From Landfire http://www.landfire.gov/index.php:
This system consists of forests in the highest elevation zone of the Southern Blue Ridge and parts of the central Appalachians. Generally occurring on all topographic positions above 1676m (5500ft), up to the highest peaks, but can be found as low as 975m(3200ft) at the northern range in West Virginia (NatureServe 2007). Occurs in the Central Appalachian Broadleaf-Coniferous and Forest Meadow ecological provinces, and the Northern Ridge and Valley and Blue Ridge Mountain ecological sections (others also likely). Generally, site conditions are poor, with short frost-free seasons.
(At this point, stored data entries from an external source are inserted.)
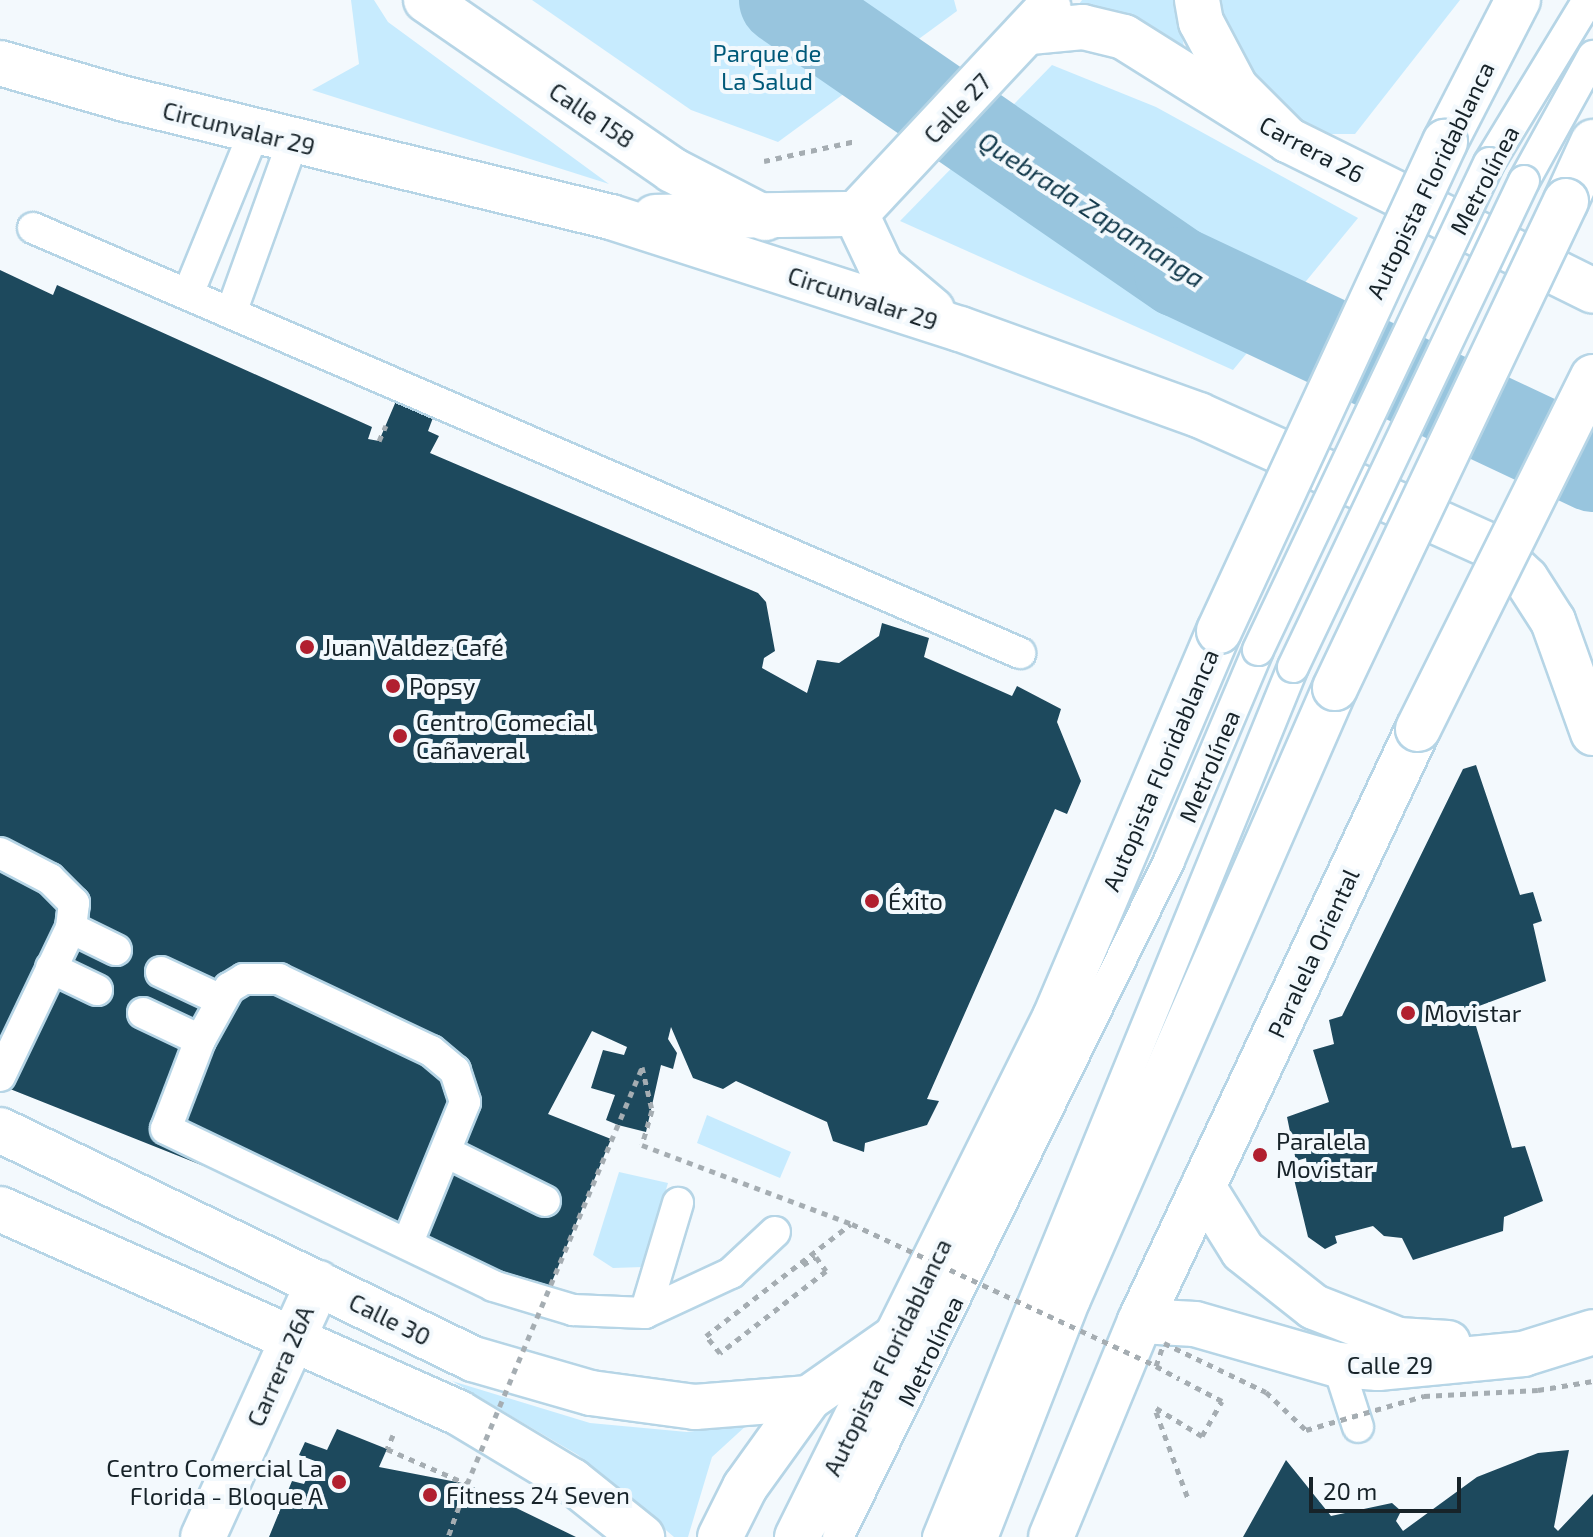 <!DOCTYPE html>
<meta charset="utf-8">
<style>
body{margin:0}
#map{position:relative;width:1593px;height:1537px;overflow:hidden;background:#f3f9fd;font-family:"Exo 2",sans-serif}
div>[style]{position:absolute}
.green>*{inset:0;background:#c7ebfe}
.river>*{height:90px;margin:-45px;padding:0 45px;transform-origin:45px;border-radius:45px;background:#98c5de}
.building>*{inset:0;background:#1d495d}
.path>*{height:5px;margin-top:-2.5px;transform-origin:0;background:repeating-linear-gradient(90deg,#a5adb2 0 6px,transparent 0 12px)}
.roads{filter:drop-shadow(2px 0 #b6d5e6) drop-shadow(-2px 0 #b6d5e6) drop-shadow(0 2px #b6d5e6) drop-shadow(0 -2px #b6d5e6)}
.service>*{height:30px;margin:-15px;padding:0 15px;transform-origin:15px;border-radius:15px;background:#fff}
.minor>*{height:44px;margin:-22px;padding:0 22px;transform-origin:22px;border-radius:22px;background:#fff}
.tertiary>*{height:44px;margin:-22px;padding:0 22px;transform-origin:22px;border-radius:22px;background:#fff}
.trunk>*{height:44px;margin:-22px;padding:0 22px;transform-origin:22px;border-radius:22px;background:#fff}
.path-bridge>*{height:5px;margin-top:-2.5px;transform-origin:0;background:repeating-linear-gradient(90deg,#a5adb2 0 6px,transparent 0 12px)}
.bridges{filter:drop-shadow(2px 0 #b6d5e6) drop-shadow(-2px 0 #b6d5e6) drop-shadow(0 2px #b6d5e6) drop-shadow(0 -2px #b6d5e6)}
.service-bridge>*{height:30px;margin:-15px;padding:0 15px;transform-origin:15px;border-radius:15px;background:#fff}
.trunk-bridge>*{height:44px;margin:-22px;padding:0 22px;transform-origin:22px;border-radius:22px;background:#fff}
.dots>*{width:22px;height:22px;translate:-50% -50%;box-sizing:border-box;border:4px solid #f3f9fd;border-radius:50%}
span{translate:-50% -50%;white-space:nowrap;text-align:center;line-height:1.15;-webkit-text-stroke:8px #f3f9fd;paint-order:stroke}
.park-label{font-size:24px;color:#005979}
.street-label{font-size:24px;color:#172329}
.poi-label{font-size:24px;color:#172329}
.left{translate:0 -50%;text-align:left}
.right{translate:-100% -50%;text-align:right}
.water-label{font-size:26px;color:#133a4c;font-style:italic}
.scale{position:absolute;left:1309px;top:1477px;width:152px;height:36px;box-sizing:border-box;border:4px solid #172329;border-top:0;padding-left:10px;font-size:24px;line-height:28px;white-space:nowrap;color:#172329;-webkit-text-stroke:6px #f3f9fd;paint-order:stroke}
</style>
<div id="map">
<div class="green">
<i style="clip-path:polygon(351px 0,374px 0,388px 22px,609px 184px,312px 90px,359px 64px)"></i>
<i style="clip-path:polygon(532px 0,954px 0,957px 11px,778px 142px,691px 110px)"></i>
<i style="clip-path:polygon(1082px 0,1175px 0,1187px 62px,1132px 16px,1079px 4px)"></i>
<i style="clip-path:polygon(1222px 0,1460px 0,1355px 134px,1310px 134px,1258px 97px,1222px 19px)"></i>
<i style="clip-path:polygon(1052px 65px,1156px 107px,1358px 218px,1233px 370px,900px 221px)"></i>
<i style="clip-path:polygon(707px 1115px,791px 1152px,780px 1178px,697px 1143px)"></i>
<i style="clip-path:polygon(619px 1172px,668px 1183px,643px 1267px,613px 1268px,593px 1255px)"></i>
<i style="clip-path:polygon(452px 1381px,590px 1423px,687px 1432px,748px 1424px,712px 1457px,688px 1537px,674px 1537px,578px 1455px)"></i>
</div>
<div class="river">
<i style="left:784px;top:0;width:480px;rotate:34.6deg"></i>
<i style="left:1179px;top:272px;width:458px;rotate:25.2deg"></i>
</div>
<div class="building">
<i style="clip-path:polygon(0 270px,53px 295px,57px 285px,372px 427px,368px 439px,379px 441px,399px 394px,437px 407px,428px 431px,439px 436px,430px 453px,758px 593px,766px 602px,775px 651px,764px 658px,762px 668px,807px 693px,817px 660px,839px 663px,879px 636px,882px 623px,929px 638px,924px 657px,1012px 696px,1017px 686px,1061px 709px,1057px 722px,1081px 781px,1067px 814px,1055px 809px,927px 1099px,939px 1101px,927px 1125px,865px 1143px,864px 1152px,833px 1141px,827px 1122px,736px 1081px,723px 1089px,693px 1078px,671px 1027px,668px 1039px,677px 1053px,673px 1069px,661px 1065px,646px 1132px,618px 1125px,606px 1120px,615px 1095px,591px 1088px,603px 1050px,624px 1055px,627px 1047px,592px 1031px,548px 1114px,611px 1139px,544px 1301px,0 1085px)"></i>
<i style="clip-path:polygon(1476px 765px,1520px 895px,1533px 892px,1542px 921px,1533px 924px,1546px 981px,1471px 1009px,1512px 1148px,1525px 1146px,1543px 1201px,1504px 1217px,1503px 1231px,1413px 1260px,1402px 1238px,1384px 1236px,1373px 1226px,1335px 1236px,1337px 1243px,1325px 1249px,1308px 1237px,1294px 1179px,1308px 1177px,1306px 1158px,1296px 1161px,1287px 1117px,1329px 1102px,1313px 1050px,1334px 1044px,1329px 1020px,1342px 1016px,1463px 769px)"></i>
<i style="clip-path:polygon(337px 1429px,387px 1449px,379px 1467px,467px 1484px,576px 1537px,269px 1537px,292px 1481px,304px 1484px,315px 1461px,299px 1455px,305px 1442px,327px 1450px)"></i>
<i style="clip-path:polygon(1569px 1450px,1554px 1527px,1558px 1531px,1593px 1494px,1593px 1537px,1243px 1537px,1286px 1460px,1331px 1516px,1392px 1503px,1401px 1511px,1396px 1521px,1403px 1531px,1477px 1477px,1538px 1453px)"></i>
</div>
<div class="path">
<i style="left:764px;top:161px;width:94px;rotate:-12.3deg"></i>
<i style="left:379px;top:441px;width:17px;rotate:-66deg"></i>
<i style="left:642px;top:1067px;width:44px;rotate:76.9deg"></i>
<i style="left:652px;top:1110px;width:36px;rotate:106deg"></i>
<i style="left:803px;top:1265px;width:15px;rotate:-32deg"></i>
<i style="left:816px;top:1257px;width:17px;rotate:54deg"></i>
<i style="left:1156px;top:1408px;width:54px;rotate:31.3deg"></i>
<i style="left:1202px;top:1436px;width:40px;rotate:-60.3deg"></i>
<i style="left:1222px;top:1401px;width:50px;rotate:-152.4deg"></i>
<i style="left:1156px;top:1412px;width:95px;rotate:69.7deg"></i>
<i style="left:393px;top:1435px;width:15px;rotate:113deg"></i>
<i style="left:387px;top:1449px;width:87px;rotate:23.6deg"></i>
<i style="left:467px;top:1484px;width:56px;rotate:109.7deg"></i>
</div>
<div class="roads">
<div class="service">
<i style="left:1489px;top:163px;width:191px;rotate:-58.7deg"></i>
<i style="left:1524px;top:181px;width:143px;rotate:-61.1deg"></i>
<i style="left:33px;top:228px;width:1075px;rotate:23.3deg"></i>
<i style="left:188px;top:294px;width:177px;rotate:-67.8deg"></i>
<i style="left:231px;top:313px;width:183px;rotate:-70.2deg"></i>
<i style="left:0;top:853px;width:56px;rotate:27.5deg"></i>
<i style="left:50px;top:879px;width:34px;rotate:45deg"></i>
<i style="left:74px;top:903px;width:25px;rotate:97deg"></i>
<i style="left:71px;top:928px;width:164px;rotate:115.6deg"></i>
<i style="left:71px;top:928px;width:50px;rotate:26.1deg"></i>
<i style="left:51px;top:968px;width:51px;rotate:25.6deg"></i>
<i style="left:161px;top:972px;width:64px;rotate:25deg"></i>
<i style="left:143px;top:1013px;width:63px;rotate:25.3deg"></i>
<i style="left:448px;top:1153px;width:108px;rotate:26.3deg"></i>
<i style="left:408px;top:1242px;width:151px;rotate:-67.8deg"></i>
<i style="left:465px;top:1102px;width:33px;rotate:-108deg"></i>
<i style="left:455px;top:1071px;width:31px;rotate:-140deg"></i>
<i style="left:431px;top:1051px;width:168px;rotate:-154.7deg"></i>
<i style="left:279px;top:979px;width:35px;rotate:180deg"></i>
<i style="left:244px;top:979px;width:17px;rotate:149deg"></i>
<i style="left:229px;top:988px;width:60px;rotate:119.1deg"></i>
<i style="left:200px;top:1040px;width:95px;rotate:110.9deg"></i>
<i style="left:166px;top:1129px;width:363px;rotate:25.6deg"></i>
<i style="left:493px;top:1286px;width:84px;rotate:16.7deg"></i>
<i style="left:573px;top:1310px;width:72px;rotate:2.4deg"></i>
<i style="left:645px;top:1313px;width:95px;rotate:-24.9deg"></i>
<i style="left:731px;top:1273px;width:60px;rotate:-43deg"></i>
<i style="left:645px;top:1313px;width:115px;rotate:-73.3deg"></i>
<i style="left:1338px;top:1365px;width:65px;rotate:72.1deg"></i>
<i style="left:838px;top:1537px;width:753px;rotate:-63.91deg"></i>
<i style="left:1169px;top:861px;width:229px;rotate:-67.1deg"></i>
<i style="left:938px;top:1537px;width:940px;rotate:-67.8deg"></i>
</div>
<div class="minor">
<i style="left:426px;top:0;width:299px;rotate:34.6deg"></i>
<i style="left:672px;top:170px;width:105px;rotate:27.3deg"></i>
<i style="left:1203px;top:1187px;width:75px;rotate:58deg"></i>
<i style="left:1243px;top:1251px;width:90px;rotate:38.3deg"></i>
<i style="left:1314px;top:1307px;width:90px;rotate:21.4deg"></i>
<i style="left:1398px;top:1340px;width:50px;rotate:3.4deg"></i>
<i style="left:1140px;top:1321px;width:55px;rotate:3.1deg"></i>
<i style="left:1195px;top:1324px;width:149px;rotate:16deg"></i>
<i style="left:1338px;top:1365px;width:40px;rotate:4.3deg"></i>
<i style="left:1378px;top:1368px;width:146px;rotate:-5.5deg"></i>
<i style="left:1523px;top:1354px;width:73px;rotate:-17.4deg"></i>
<i style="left:203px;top:1537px;width:279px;rotate:-65.6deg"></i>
</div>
<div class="tertiary">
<i style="left:1030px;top:32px;width:53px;rotate:-5.4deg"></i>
<i style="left:1083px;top:27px;width:42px;rotate:13.7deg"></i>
<i style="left:1124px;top:37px;width:194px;rotate:32.1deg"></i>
<i style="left:1288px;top:140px;width:340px;rotate:26.3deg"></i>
<i style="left:0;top:63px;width:130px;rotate:16.1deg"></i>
<i style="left:125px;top:99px;width:500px;rotate:13.65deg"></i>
<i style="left:611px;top:217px;width:367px;rotate:17.8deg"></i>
<i style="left:960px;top:329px;width:254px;rotate:19.8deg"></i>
<i style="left:1199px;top:415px;width:320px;rotate:24.2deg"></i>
<i style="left:1491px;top:546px;width:48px;rotate:43.3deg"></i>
<i style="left:1526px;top:579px;width:50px;rotate:57.3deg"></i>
<i style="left:1553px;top:621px;width:119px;rotate:70.3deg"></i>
<i style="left:856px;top:214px;width:59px;rotate:64.7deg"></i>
<i style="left:881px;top:267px;width:67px;rotate:40.1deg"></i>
<i style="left:655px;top:217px;width:201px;rotate:-0.9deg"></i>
<i style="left:856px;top:214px;width:282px;rotate:-46.9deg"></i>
<i style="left:0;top:1130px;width:526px;rotate:25.83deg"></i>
<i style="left:473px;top:1359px;width:123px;rotate:16.1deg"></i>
<i style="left:591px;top:1393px;width:105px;rotate:7.7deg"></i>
<i style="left:695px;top:1407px;width:114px;rotate:-4.5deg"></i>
<i style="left:0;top:1209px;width:502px;rotate:23.96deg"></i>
<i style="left:459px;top:1413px;width:132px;rotate:31deg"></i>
<i style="left:572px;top:1481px;width:90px;rotate:38.7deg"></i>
<i style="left:720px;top:1537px;width:56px;rotate:-63.4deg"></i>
<i style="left:745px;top:1487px;width:110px;rotate:-54.3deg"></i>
<i style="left:809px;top:1398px;width:111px;rotate:-35.1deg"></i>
</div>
<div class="trunk">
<i style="left:1197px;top:0;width:22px;rotate:80deg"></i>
<i style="left:1201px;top:22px;width:75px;rotate:62.1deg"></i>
<i style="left:1236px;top:88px;width:74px;rotate:45deg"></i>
<i style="left:1445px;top:142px;width:160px;rotate:-62.8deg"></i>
<i style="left:1566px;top:201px;width:65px;rotate:-65.4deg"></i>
<i style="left:797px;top:1537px;width:580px;rotate:-63.61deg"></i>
<i style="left:1055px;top:1017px;width:419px;rotate:-67deg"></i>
<i style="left:975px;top:1537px;width:256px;rotate:-68.7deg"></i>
<i style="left:1068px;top:1299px;width:667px;rotate:-66.4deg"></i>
<i style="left:1051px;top:1537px;width:234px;rotate:-67.6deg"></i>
<i style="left:1140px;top:1321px;width:654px;rotate:-64.85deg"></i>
</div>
</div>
<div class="path-bridge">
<i style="left:642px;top:1145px;width:224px;rotate:20.6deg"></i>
<i style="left:852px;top:1224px;width:336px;rotate:25deg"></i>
<i style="left:1156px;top:1366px;width:24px;rotate:-71deg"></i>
<i style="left:1164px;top:1343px;width:113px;rotate:25.7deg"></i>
<i style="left:1266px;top:1392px;width:55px;rotate:43.5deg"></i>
<i style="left:1306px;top:1430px;width:123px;rotate:-16.1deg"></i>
<i style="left:1424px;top:1396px;width:114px;rotate:-3deg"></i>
<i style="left:1538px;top:1390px;width:56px;rotate:-9.3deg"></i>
<i style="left:826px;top:1271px;width:134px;rotate:142.3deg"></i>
<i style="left:720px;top:1353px;width:22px;rotate:-129deg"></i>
<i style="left:706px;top:1336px;width:183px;rotate:-37.7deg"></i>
<i style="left:1156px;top:1366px;width:25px;rotate:29deg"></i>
<i style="left:467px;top:1484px;width:452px;rotate:-67.2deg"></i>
</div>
<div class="bridges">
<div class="service-bridge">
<i style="left:1258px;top:650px;width:539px;rotate:-64.62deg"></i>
<i style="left:1293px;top:667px;width:538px;rotate:-64.58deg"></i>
</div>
<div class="trunk-bridge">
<i style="left:1219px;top:631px;width:539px;rotate:-65.2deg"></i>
<i style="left:1335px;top:688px;width:539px;rotate:-64.62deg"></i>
<i style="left:1418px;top:729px;width:393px;rotate:-63.6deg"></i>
</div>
</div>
<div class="dots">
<i style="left:307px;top:647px;background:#b11f2f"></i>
<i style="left:393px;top:686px;background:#b11f2f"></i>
<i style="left:400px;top:736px;background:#b11f2f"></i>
<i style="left:872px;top:901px;background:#b11f2f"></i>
<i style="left:1408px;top:1013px;background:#b11f2f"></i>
<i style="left:1260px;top:1155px;background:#b11f2f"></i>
<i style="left:339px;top:1482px;background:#b11f2f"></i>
<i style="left:430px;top:1495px;background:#b11f2f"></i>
</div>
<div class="park-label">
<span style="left:767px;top:67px">Parque de<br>La Salud</span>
</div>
<div class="street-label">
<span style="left:957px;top:108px;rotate:-47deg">Calle 27</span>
<span style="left:592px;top:115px;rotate:34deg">Calle 158</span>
<span style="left:239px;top:128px;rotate:14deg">Circunvalar 29</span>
<span style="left:1312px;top:149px;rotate:28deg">Carrera 26</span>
<span style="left:1430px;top:180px;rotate:-64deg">Autopista Floridablanca</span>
<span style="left:1484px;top:180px;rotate:-62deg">Metrolínea</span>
<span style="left:863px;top:298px;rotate:18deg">Circunvalar 29</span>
<span style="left:1209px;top:766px;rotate:-67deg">Metrolínea</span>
<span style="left:1160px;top:770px;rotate:-67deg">Autopista Floridablanca</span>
<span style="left:1313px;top:953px;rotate:-65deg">Paralela Oriental</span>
<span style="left:390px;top:1319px;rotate:26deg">Calle 30</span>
<span style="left:930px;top:1351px;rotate:-64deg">Metrolínea</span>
<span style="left:887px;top:1357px;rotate:-64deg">Autopista Floridablanca</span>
<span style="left:1390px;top:1365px">Calle 29</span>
<span style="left:280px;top:1366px;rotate:-66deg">Carrera 26A</span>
</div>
<div class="poi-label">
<span class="left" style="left:323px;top:647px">Juan Valdez Café</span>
<span class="left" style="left:409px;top:686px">Popsy</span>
<span class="left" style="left:416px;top:736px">Centro Comecial<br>Cañaveral</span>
<span class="left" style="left:888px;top:901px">Éxito</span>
<span class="left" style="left:1424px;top:1013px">Movistar</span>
<span class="left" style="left:1276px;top:1155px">Paralela<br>Movistar</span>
<span class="right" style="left:323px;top:1482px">Centro Comercial La<br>Florida - Bloque A</span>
<span class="left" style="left:446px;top:1495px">Fitness 24 Seven</span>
</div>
<div class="water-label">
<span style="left:1092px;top:209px;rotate:33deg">Quebrada Zapamanga</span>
</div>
<div class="scale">20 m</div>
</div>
Soils are highly variable, ranging from deep mineral soils to well-developed boulder fields. Soils may be saturated for long periods from a combination of precipitation and seepage. Any kind of bedrock may be present, but most sites have erosion-resistant felsic igneous or metamorphic rocks (NatureServe 2007). Toward the southern end of the range, soils are most often rocky and acidic, with low base saturation; toward the northern end, sites tend to be characterized by shallow, poorly developed, easily eroded soils on steep slopes. A thick organic soil layer is frequently present.
Overall hydrology is mesic, ranging from wet in bogs, seeps, and the most protected sites to dry-mesic on some exposed upper slopes and ridges. Mesic conditions and generally a cool, wet climate are maintained by high annual rainfall, frequent fog deposition, low temperatures, and heavy shading. This type would have dominated the landscape throughout with inclusions of other forest types in wetter spots, or at higher elevations.